GIVEN DATA Block Start

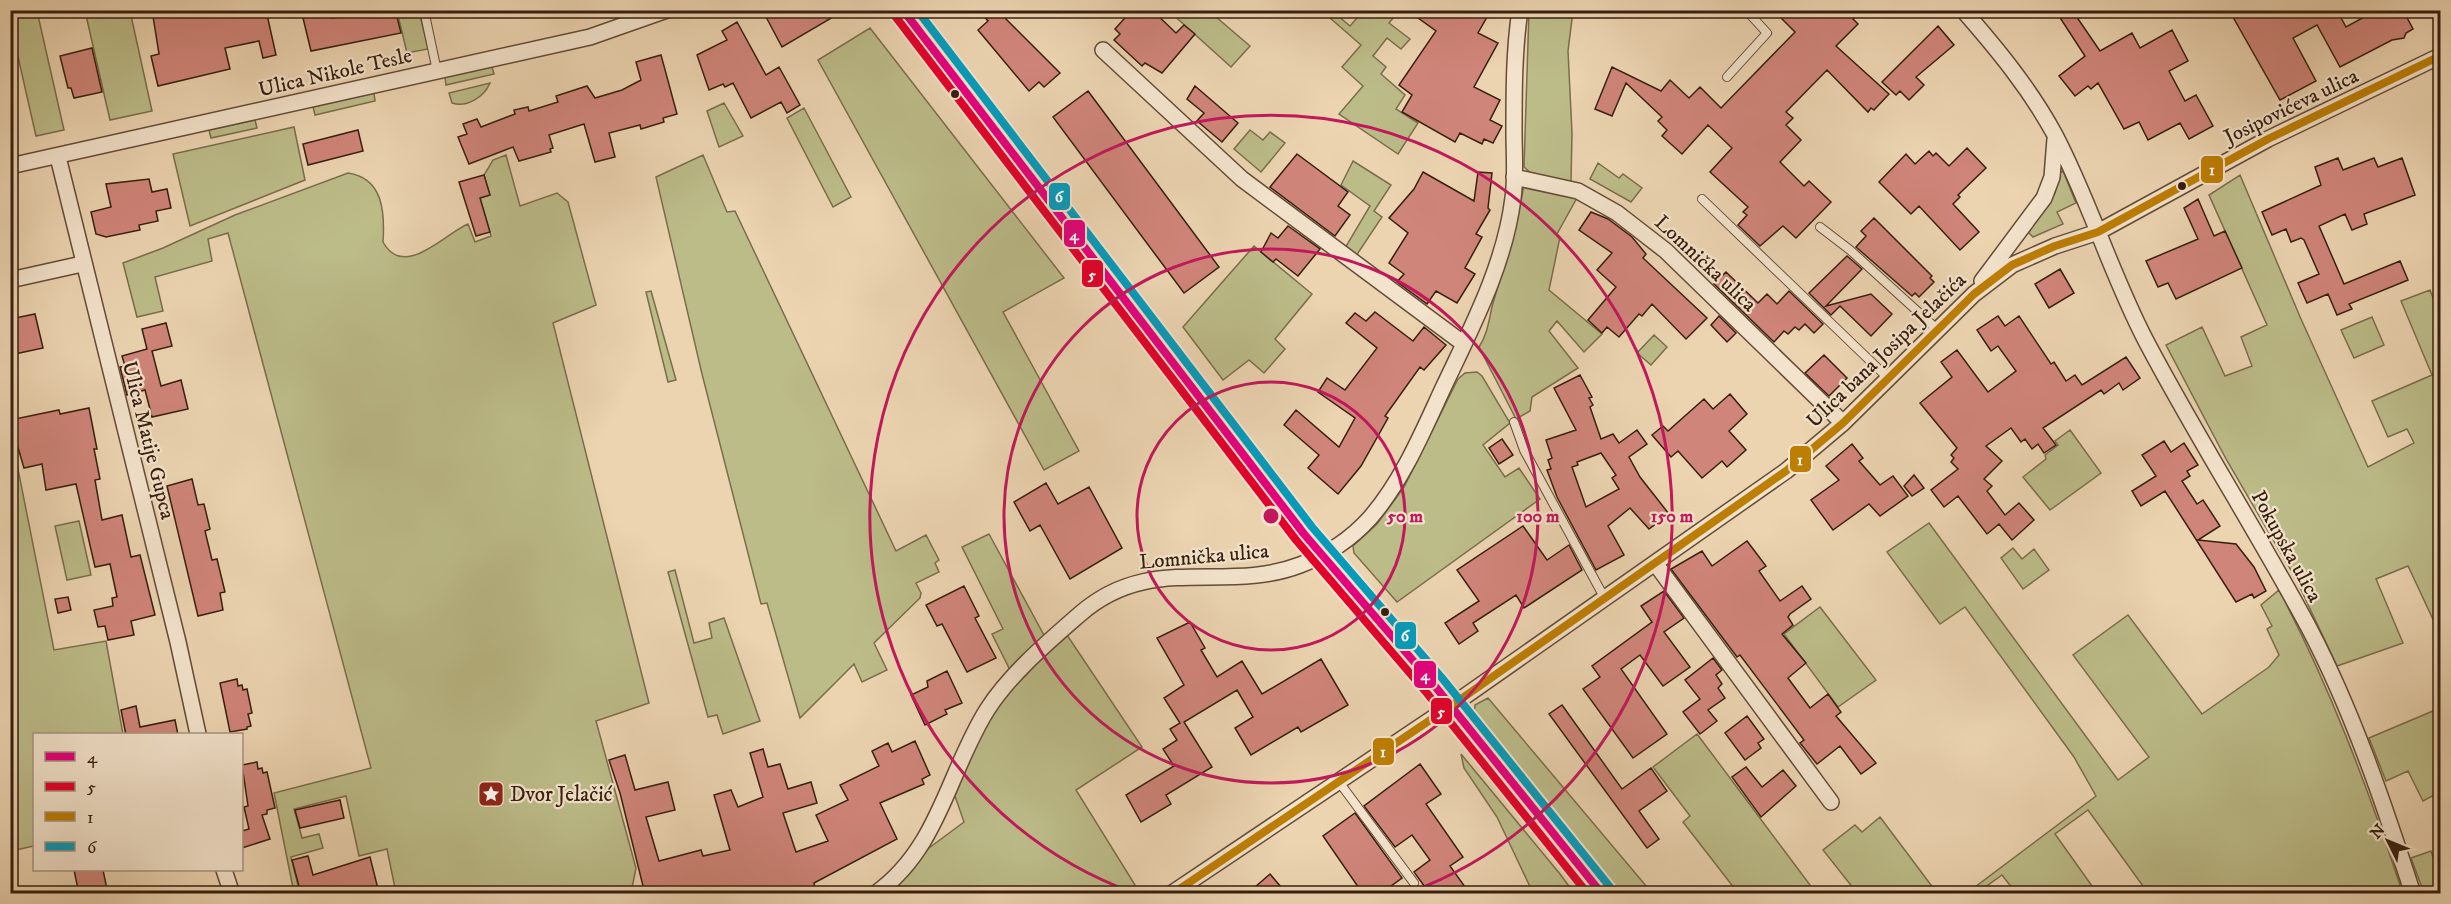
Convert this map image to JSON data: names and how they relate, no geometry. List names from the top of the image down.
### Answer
{
  "streets": {
    "street": [
      "Ulica Nikole Tesle",
      "Josipovićeva ulica",
      "Lomnička ulica",
      "Ulica bana Josipa Jelačića",
      "Ulica Matije Gupca",
      "Pokupska ulica"
    ]
  },
  "crossings": [
    ["Ulica Nikole Tesle", "Ulica Matije Gupca"],
    ["Josipovićeva ulica", "Ulica bana Josipa Jelačića"],
    ["Josipovićeva ulica", "Pokupska ulica"],
    ["Lomnička ulica", "Ulica bana Josipa Jelačića"],
    ["Ulica bana Josipa Jelačića", "Pokupska ulica"]
  ],
  "places": {
    "place": ["Dvor Jelačić"]
  },
  "lines": [
    "transit line 4",
    "transit line 6",
    "transit line 5",
    "transit line 1"
  ],
  "legend": [
    "4",
    "5",
    "1",
    "6"
  ],
  "north": "top left",
  "rings": ["50 m", "100 m", "150 m"]
}
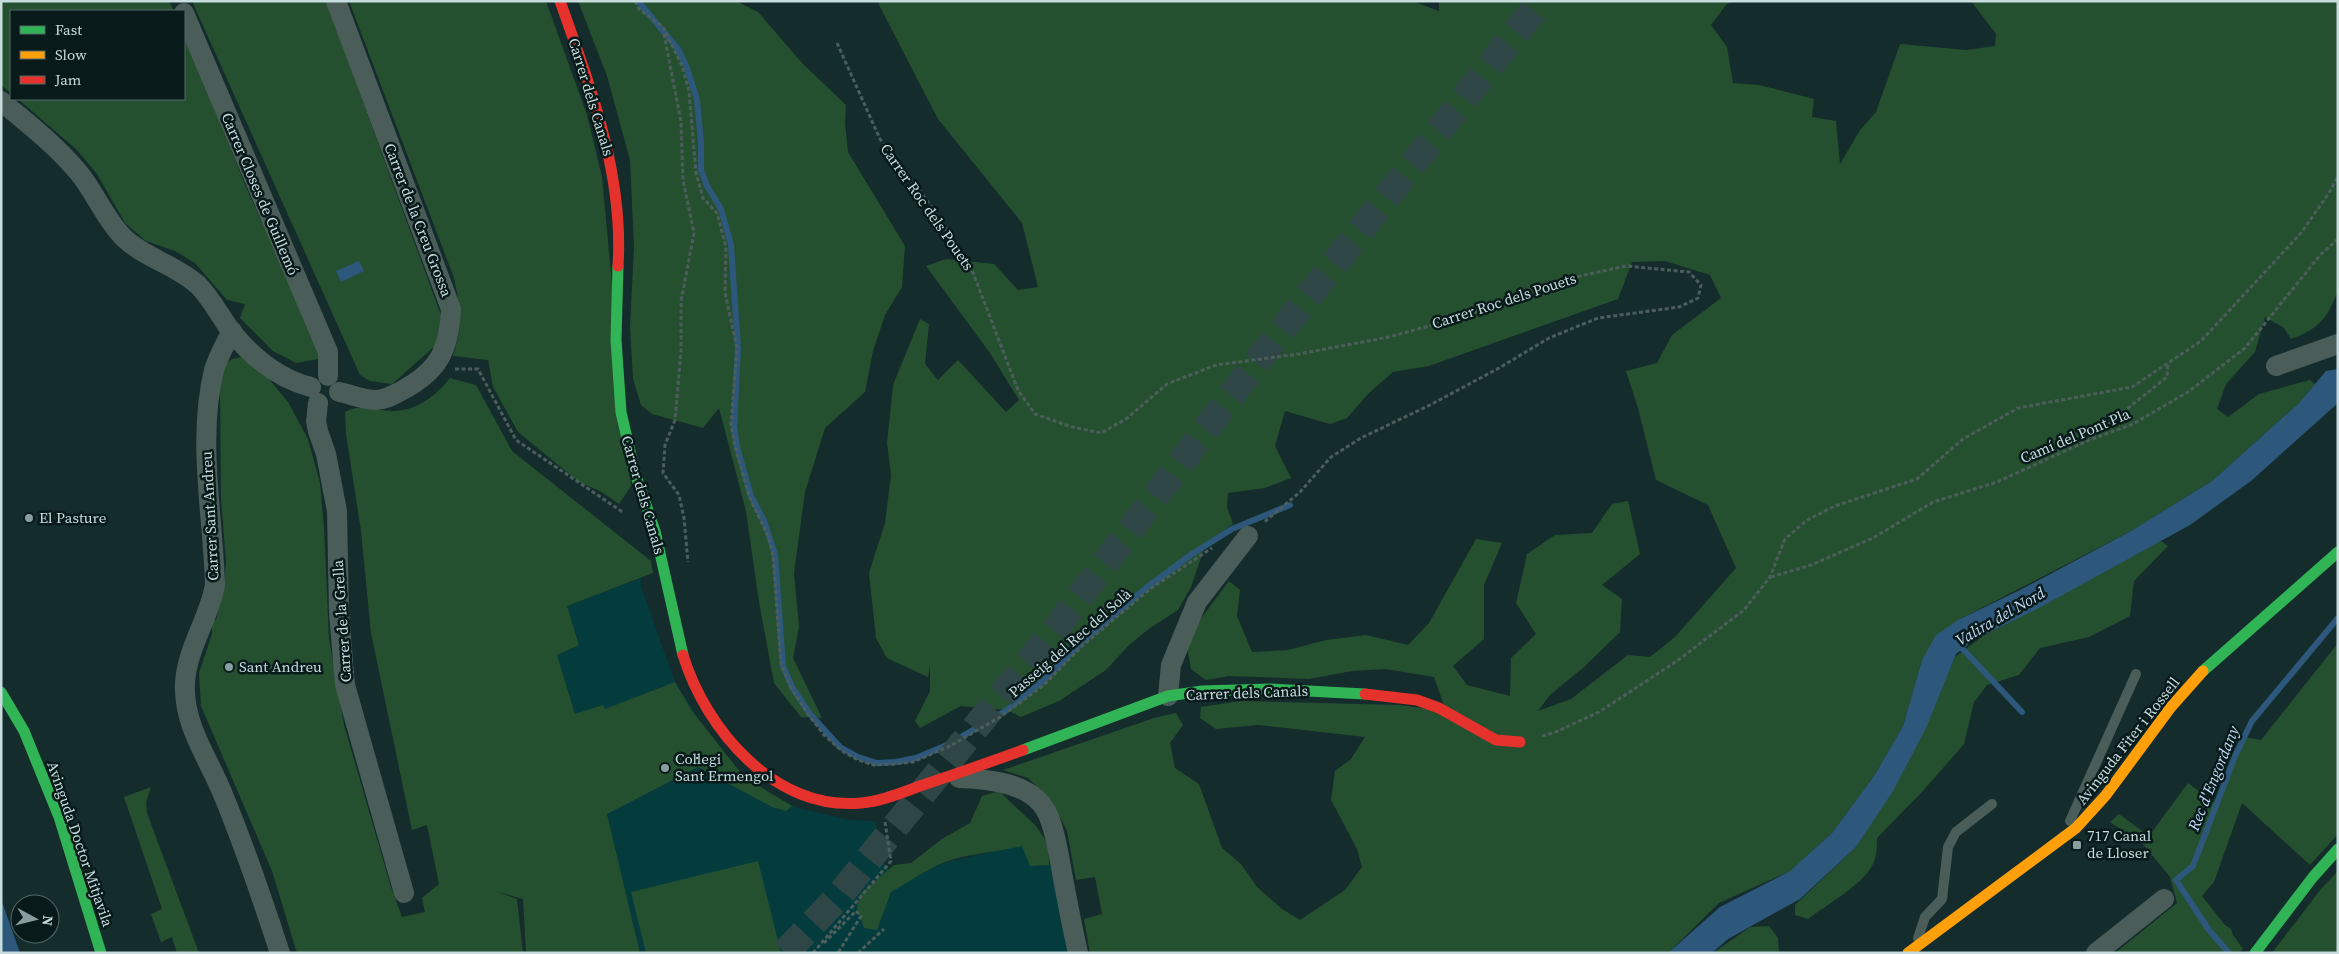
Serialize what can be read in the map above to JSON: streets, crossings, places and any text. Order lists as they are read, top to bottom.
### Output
{
  "streets": {
    "street": [
      "Carrer dels Canals",
      "Carrer Closes de Guillemó",
      "Carrer de la Creu Grossa",
      "Carrer Sant Andreu",
      "Carrer de la Grella",
      "Avinguda Fiter i Rossell",
      "Avinguda Doctor Mitjavila"
    ],
    "path": ["Carrer Roc dels Pouets", "Camí del Pont Pla", "Passeig del Rec del Solà"]
  },
  "crossings": [
    ["Carrer Closes de Guillemó", "Carrer de la Creu Grossa"]
  ],
  "water": ["Valira del Nord", "Rec d'Engordany"],
  "places": {
    "other": ["El Pasture", "Sant Andreu", "Col·legi Sant Ermengol"],
    "transit": ["717 Canal de Lloser"]
  },
  "legend": ["Fast", "Slow", "Jam"],
  "north": "right"
}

GIVEN DATA Block End

TASK DETAILS:
A complete and exact copy of the records is required. Exclude the pictures.

EXPECTED ANSWER:
Convert this map image to JSON data: names and how they relate, no geometry. List names from the top of the image down.
### Answer
{
  "streets": {
    "street": [
      "Ulica Nikole Tesle",
      "Josipovićeva ulica",
      "Lomnička ulica",
      "Ulica bana Josipa Jelačića",
      "Ulica Matije Gupca",
      "Pokupska ulica"
    ]
  },
  "crossings": [
    ["Ulica Nikole Tesle", "Ulica Matije Gupca"],
    ["Josipovićeva ulica", "Ulica bana Josipa Jelačića"],
    ["Josipovićeva ulica", "Pokupska ulica"],
    ["Lomnička ulica", "Ulica bana Josipa Jelačića"],
    ["Ulica bana Josipa Jelačića", "Pokupska ulica"]
  ],
  "places": {
    "place": ["Dvor Jelačić"]
  },
  "lines": [
    "transit line 4",
    "transit line 6",
    "transit line 5",
    "transit line 1"
  ],
  "legend": [
    "4",
    "5",
    "1",
    "6"
  ],
  "north": "top left",
  "rings": ["50 m", "100 m", "150 m"]
}
Serialize what can be read in the map above to JSON: streets, crossings, places and any text. Order lists as they are read, top to bottom.
### Output
{
  "streets": {
    "street": [
      "Carrer dels Canals",
      "Carrer Closes de Guillemó",
      "Carrer de la Creu Grossa",
      "Carrer Sant Andreu",
      "Carrer de la Grella",
      "Avinguda Fiter i Rossell",
      "Avinguda Doctor Mitjavila"
    ],
    "path": ["Carrer Roc dels Pouets", "Camí del Pont Pla", "Passeig del Rec del Solà"]
  },
  "crossings": [
    ["Carrer Closes de Guillemó", "Carrer de la Creu Grossa"]
  ],
  "water": ["Valira del Nord", "Rec d'Engordany"],
  "places": {
    "other": ["El Pasture", "Sant Andreu", "Col·legi Sant Ermengol"],
    "transit": ["717 Canal de Lloser"]
  },
  "legend": ["Fast", "Slow", "Jam"],
  "north": "right"
}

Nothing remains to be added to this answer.